A word-for-word copy of the entries is needed, and it should contain no images.

**DATA FOR REVIEW**
########
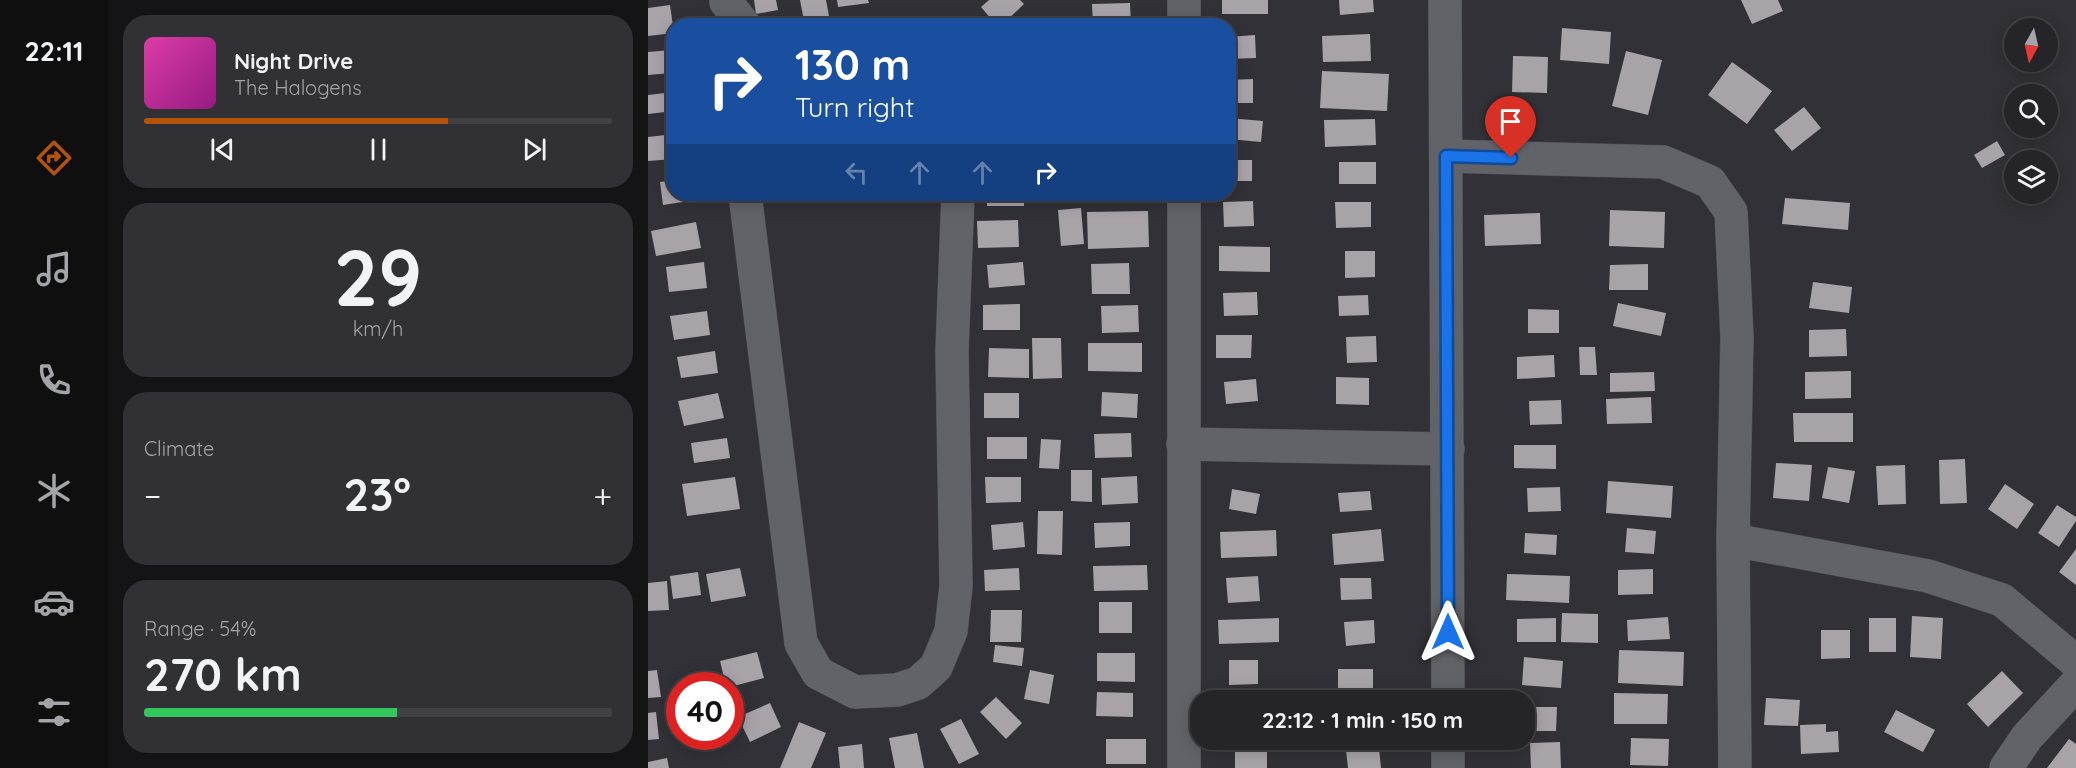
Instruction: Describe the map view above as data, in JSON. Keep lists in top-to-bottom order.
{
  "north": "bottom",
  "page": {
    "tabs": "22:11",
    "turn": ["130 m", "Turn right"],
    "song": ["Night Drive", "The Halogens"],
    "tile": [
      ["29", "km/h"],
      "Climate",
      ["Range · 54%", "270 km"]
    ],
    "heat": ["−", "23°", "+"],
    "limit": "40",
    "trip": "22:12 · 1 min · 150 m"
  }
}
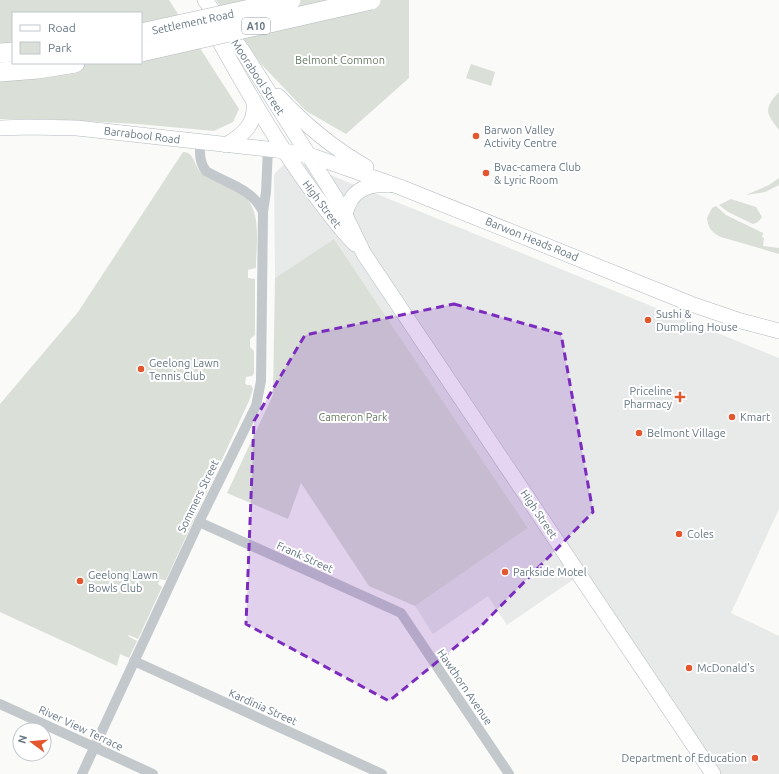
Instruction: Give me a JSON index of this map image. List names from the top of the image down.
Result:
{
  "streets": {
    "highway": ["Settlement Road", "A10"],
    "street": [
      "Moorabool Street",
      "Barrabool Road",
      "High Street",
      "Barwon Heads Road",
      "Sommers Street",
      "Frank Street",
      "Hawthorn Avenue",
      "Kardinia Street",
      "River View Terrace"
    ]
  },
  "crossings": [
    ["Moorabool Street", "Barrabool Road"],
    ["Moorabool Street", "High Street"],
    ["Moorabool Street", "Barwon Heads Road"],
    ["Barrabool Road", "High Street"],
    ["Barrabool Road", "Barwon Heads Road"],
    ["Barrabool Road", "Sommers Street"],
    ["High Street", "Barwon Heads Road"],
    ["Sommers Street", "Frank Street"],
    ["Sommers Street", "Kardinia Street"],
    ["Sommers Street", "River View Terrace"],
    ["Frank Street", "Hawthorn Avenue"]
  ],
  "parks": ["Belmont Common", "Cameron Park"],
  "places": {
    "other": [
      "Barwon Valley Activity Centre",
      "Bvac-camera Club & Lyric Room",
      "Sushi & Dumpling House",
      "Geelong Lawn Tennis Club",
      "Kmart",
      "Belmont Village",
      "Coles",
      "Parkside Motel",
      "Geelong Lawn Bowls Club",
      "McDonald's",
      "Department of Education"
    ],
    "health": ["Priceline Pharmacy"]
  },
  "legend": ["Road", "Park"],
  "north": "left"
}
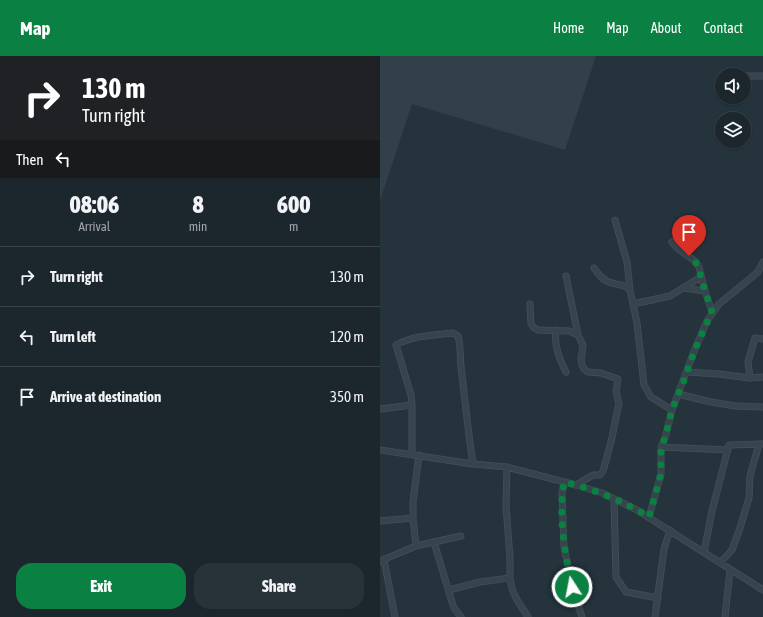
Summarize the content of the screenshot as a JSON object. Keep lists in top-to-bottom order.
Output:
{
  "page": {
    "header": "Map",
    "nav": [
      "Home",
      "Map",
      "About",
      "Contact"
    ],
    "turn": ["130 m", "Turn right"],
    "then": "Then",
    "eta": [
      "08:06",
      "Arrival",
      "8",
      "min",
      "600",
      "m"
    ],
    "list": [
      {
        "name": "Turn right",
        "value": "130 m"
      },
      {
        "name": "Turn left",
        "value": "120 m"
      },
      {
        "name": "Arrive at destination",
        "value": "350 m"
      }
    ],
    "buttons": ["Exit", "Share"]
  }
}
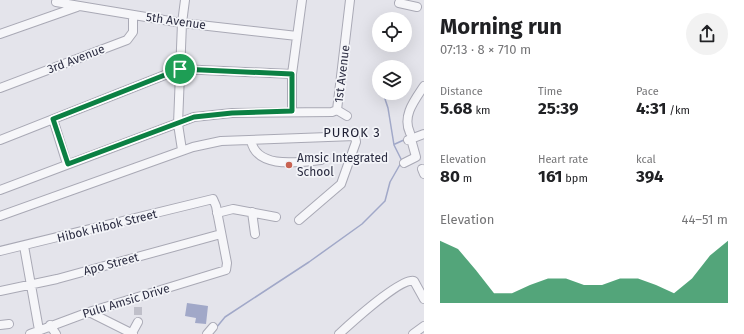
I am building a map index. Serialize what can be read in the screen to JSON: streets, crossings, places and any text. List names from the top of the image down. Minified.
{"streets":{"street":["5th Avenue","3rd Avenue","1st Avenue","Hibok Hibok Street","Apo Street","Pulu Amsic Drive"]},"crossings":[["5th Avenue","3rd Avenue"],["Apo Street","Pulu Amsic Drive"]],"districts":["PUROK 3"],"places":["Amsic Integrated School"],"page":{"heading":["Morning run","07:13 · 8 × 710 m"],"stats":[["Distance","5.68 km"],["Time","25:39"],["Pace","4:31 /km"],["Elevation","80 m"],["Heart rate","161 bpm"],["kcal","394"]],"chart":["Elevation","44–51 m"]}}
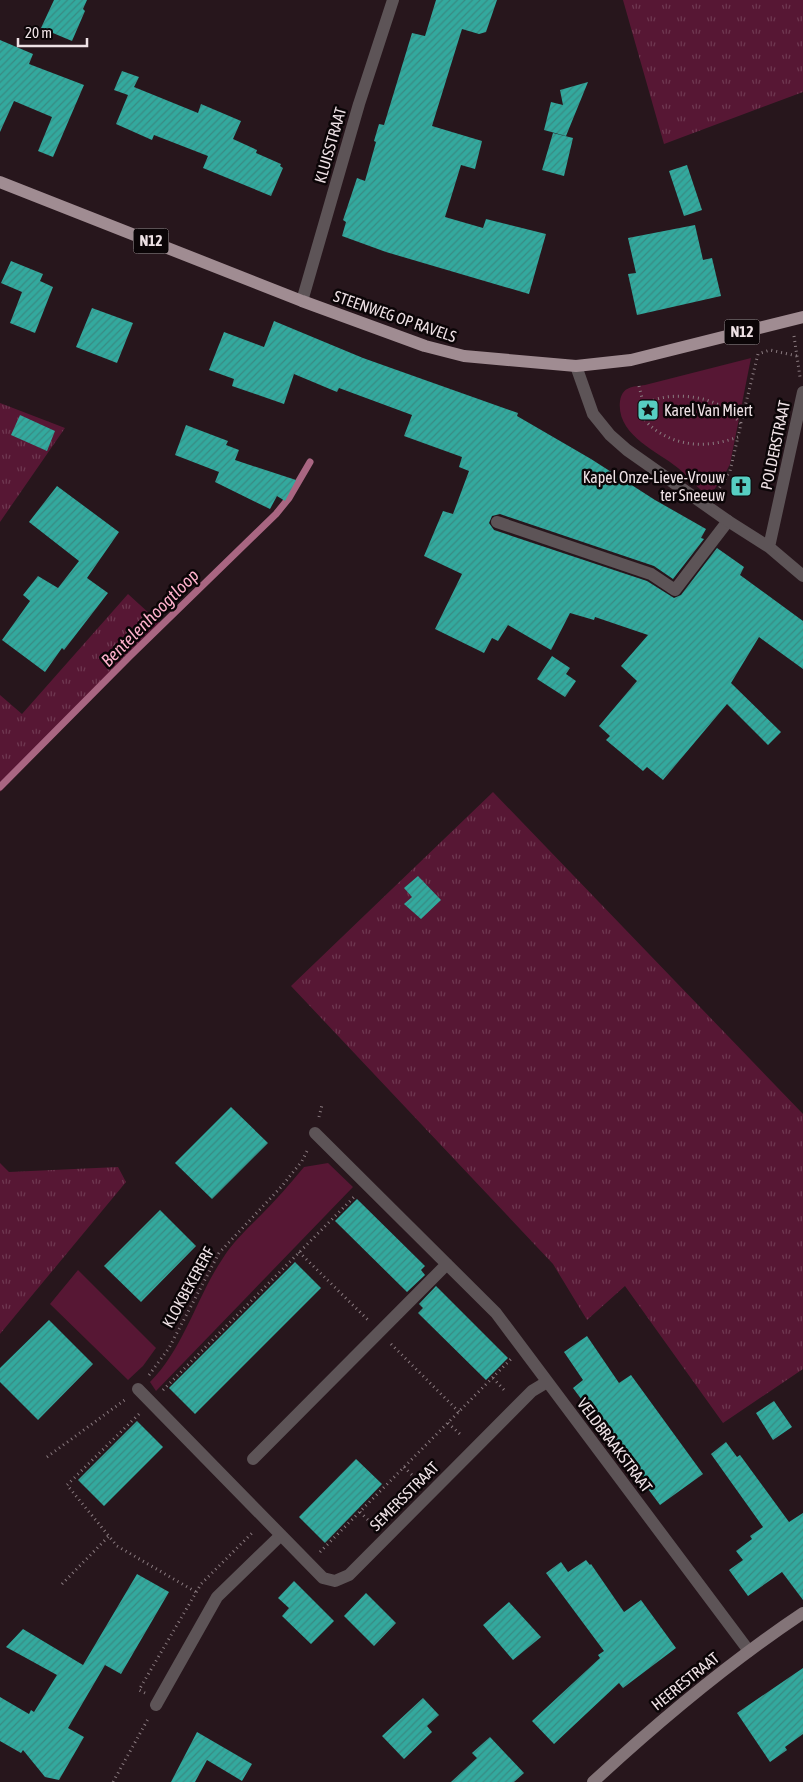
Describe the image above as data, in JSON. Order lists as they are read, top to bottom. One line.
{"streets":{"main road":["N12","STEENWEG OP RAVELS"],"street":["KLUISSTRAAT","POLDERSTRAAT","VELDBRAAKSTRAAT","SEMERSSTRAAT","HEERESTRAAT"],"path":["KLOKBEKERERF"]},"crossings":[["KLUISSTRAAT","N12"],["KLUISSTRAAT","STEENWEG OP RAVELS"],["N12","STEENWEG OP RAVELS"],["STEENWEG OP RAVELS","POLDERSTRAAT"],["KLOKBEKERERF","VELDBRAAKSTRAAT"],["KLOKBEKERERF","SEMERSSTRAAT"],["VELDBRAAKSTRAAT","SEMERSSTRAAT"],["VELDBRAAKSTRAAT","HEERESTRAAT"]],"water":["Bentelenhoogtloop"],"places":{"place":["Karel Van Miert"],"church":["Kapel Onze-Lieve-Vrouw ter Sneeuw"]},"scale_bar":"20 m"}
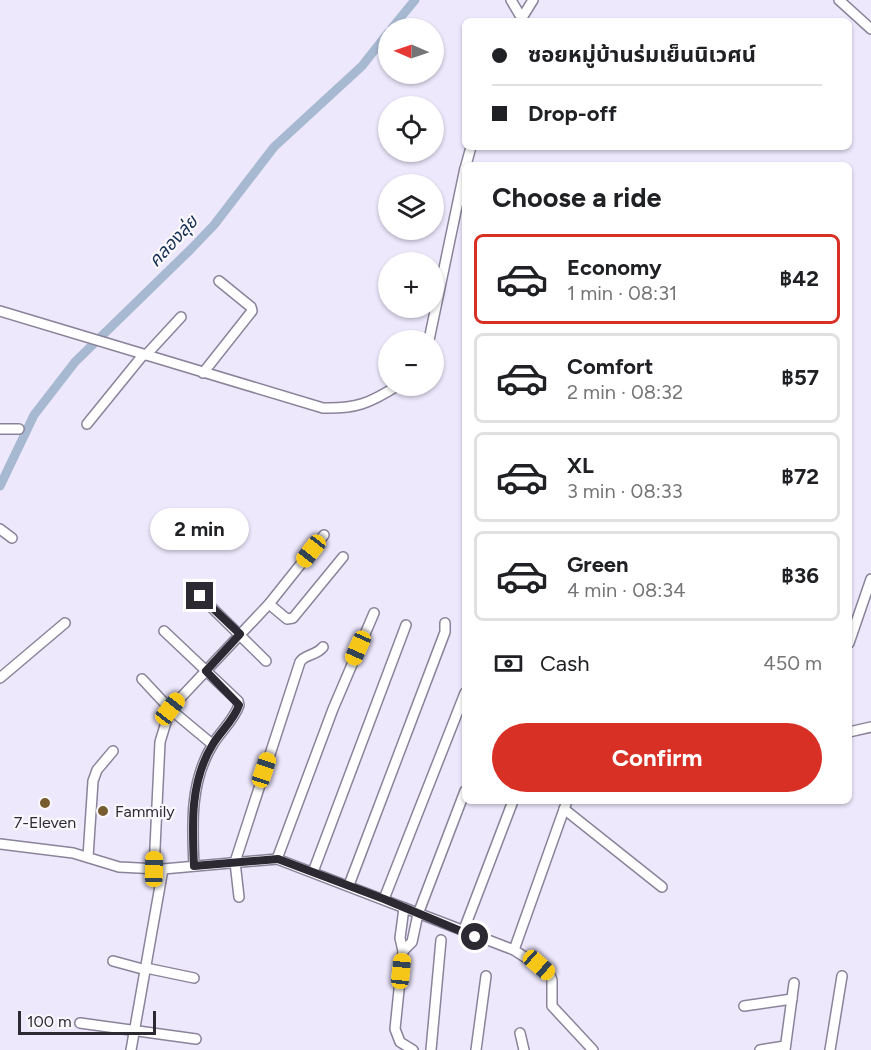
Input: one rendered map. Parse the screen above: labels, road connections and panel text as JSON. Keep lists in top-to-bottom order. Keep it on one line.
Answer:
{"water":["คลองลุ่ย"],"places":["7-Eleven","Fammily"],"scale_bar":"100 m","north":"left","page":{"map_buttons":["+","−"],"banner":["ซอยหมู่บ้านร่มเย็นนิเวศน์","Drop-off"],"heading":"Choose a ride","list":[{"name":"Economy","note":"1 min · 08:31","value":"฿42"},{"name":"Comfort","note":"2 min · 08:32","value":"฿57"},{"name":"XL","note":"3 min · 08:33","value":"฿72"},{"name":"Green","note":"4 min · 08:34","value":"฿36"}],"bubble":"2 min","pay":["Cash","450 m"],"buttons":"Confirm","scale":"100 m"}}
########
**EXERCISE SOLUTION**
Instruction: Describe the map view above as data, in JSON. Keep lists in top-to-bottom order.
{
  "north": "bottom",
  "page": {
    "tabs": "22:11",
    "turn": ["130 m", "Turn right"],
    "song": ["Night Drive", "The Halogens"],
    "tile": [
      ["29", "km/h"],
      "Climate",
      ["Range · 54%", "270 km"]
    ],
    "heat": ["−", "23°", "+"],
    "limit": "40",
    "trip": "22:12 · 1 min · 150 m"
  }
}
Instruction: Give me a JSON index of this map image. List names from the top of the image down.
Result:
{
  "streets": {
    "highway": ["Settlement Road", "A10"],
    "street": [
      "Moorabool Street",
      "Barrabool Road",
      "High Street",
      "Barwon Heads Road",
      "Sommers Street",
      "Frank Street",
      "Hawthorn Avenue",
      "Kardinia Street",
      "River View Terrace"
    ]
  },
  "crossings": [
    ["Moorabool Street", "Barrabool Road"],
    ["Moorabool Street", "High Street"],
    ["Moorabool Street", "Barwon Heads Road"],
    ["Barrabool Road", "High Street"],
    ["Barrabool Road", "Barwon Heads Road"],
    ["Barrabool Road", "Sommers Street"],
    ["High Street", "Barwon Heads Road"],
    ["Sommers Street", "Frank Street"],
    ["Sommers Street", "Kardinia Street"],
    ["Sommers Street", "River View Terrace"],
    ["Frank Street", "Hawthorn Avenue"]
  ],
  "parks": ["Belmont Common", "Cameron Park"],
  "places": {
    "other": [
      "Barwon Valley Activity Centre",
      "Bvac-camera Club & Lyric Room",
      "Sushi & Dumpling House",
      "Geelong Lawn Tennis Club",
      "Kmart",
      "Belmont Village",
      "Coles",
      "Parkside Motel",
      "Geelong Lawn Bowls Club",
      "McDonald's",
      "Department of Education"
    ],
    "health": ["Priceline Pharmacy"]
  },
  "legend": ["Road", "Park"],
  "north": "left"
}
Summarize the content of the screenshot as a JSON object. Keep lists in top-to-bottom order.
Output:
{
  "page": {
    "header": "Map",
    "nav": [
      "Home",
      "Map",
      "About",
      "Contact"
    ],
    "turn": ["130 m", "Turn right"],
    "then": "Then",
    "eta": [
      "08:06",
      "Arrival",
      "8",
      "min",
      "600",
      "m"
    ],
    "list": [
      {
        "name": "Turn right",
        "value": "130 m"
      },
      {
        "name": "Turn left",
        "value": "120 m"
      },
      {
        "name": "Arrive at destination",
        "value": "350 m"
      }
    ],
    "buttons": ["Exit", "Share"]
  }
}
I am building a map index. Serialize what can be read in the screen to JSON: streets, crossings, places and any text. List names from the top of the image down. Minified.
{"streets":{"street":["5th Avenue","3rd Avenue","1st Avenue","Hibok Hibok Street","Apo Street","Pulu Amsic Drive"]},"crossings":[["5th Avenue","3rd Avenue"],["Apo Street","Pulu Amsic Drive"]],"districts":["PUROK 3"],"places":["Amsic Integrated School"],"page":{"heading":["Morning run","07:13 · 8 × 710 m"],"stats":[["Distance","5.68 km"],["Time","25:39"],["Pace","4:31 /km"],["Elevation","80 m"],["Heart rate","161 bpm"],["kcal","394"]],"chart":["Elevation","44–51 m"]}}
Describe the image above as data, in JSON. Order lists as they are read, top to bottom. One line.
{"streets":{"main road":["N12","STEENWEG OP RAVELS"],"street":["KLUISSTRAAT","POLDERSTRAAT","VELDBRAAKSTRAAT","SEMERSSTRAAT","HEERESTRAAT"],"path":["KLOKBEKERERF"]},"crossings":[["KLUISSTRAAT","N12"],["KLUISSTRAAT","STEENWEG OP RAVELS"],["N12","STEENWEG OP RAVELS"],["STEENWEG OP RAVELS","POLDERSTRAAT"],["KLOKBEKERERF","VELDBRAAKSTRAAT"],["KLOKBEKERERF","SEMERSSTRAAT"],["VELDBRAAKSTRAAT","SEMERSSTRAAT"],["VELDBRAAKSTRAAT","HEERESTRAAT"]],"water":["Bentelenhoogtloop"],"places":{"place":["Karel Van Miert"],"church":["Kapel Onze-Lieve-Vrouw ter Sneeuw"]},"scale_bar":"20 m"}
Input: one rendered map. Parse the screen above: labels, road connections and panel text as JSON. Keep lists in top-to-bottom order. Keep it on one line.
Answer:
{"water":["คลองลุ่ย"],"places":["7-Eleven","Fammily"],"scale_bar":"100 m","north":"left","page":{"map_buttons":["+","−"],"banner":["ซอยหมู่บ้านร่มเย็นนิเวศน์","Drop-off"],"heading":"Choose a ride","list":[{"name":"Economy","note":"1 min · 08:31","value":"฿42"},{"name":"Comfort","note":"2 min · 08:32","value":"฿57"},{"name":"XL","note":"3 min · 08:33","value":"฿72"},{"name":"Green","note":"4 min · 08:34","value":"฿36"}],"bubble":"2 min","pay":["Cash","450 m"],"buttons":"Confirm","scale":"100 m"}}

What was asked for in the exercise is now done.